_To do_
Scan the entries below for the word "Elevation" and copy every line in which it occurs.

_Provided data_

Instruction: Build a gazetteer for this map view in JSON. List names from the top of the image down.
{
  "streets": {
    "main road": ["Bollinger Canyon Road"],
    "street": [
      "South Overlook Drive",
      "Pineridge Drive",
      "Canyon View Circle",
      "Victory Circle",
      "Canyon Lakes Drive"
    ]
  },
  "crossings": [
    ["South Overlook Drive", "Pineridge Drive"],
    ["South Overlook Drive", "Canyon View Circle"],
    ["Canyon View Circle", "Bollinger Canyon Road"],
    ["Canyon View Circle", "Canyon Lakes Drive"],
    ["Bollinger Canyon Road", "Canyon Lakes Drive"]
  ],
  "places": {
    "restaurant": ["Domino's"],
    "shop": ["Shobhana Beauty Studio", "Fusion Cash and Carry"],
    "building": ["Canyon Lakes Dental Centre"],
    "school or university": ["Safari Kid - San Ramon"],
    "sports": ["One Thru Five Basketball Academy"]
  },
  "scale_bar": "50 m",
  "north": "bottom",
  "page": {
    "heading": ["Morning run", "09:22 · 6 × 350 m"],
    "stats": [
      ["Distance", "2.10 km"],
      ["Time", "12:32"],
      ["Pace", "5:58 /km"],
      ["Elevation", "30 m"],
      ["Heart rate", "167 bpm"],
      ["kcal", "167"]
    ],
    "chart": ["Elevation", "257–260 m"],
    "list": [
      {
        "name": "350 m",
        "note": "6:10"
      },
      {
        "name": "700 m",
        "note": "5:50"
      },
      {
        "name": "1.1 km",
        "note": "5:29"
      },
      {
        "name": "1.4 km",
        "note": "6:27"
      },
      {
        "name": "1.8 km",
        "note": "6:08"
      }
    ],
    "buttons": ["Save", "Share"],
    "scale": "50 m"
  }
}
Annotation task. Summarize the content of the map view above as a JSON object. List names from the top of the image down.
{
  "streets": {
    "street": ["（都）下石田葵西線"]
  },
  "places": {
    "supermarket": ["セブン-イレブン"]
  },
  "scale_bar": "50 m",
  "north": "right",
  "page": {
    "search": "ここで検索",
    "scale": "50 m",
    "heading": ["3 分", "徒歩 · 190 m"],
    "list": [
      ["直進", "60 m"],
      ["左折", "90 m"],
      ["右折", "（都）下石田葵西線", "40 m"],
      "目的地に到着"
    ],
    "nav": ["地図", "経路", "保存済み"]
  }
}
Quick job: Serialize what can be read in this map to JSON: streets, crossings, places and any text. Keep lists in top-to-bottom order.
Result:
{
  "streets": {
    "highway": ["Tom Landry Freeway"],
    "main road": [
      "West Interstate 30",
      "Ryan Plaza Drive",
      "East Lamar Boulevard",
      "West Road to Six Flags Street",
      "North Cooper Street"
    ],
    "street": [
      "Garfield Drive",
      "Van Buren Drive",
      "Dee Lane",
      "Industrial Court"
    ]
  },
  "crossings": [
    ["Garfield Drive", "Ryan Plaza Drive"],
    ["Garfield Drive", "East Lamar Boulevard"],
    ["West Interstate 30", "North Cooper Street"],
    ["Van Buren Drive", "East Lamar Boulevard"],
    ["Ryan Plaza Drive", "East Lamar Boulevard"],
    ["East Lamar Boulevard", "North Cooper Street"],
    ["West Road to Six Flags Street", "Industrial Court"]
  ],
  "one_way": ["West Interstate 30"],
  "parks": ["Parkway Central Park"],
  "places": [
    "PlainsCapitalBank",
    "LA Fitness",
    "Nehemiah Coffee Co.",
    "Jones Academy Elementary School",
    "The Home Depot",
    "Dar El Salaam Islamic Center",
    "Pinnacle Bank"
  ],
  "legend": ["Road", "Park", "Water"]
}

_Output for this exercise_
      ["Elevation", "30 m"],
    "chart": ["Elevation", "257–260 m"],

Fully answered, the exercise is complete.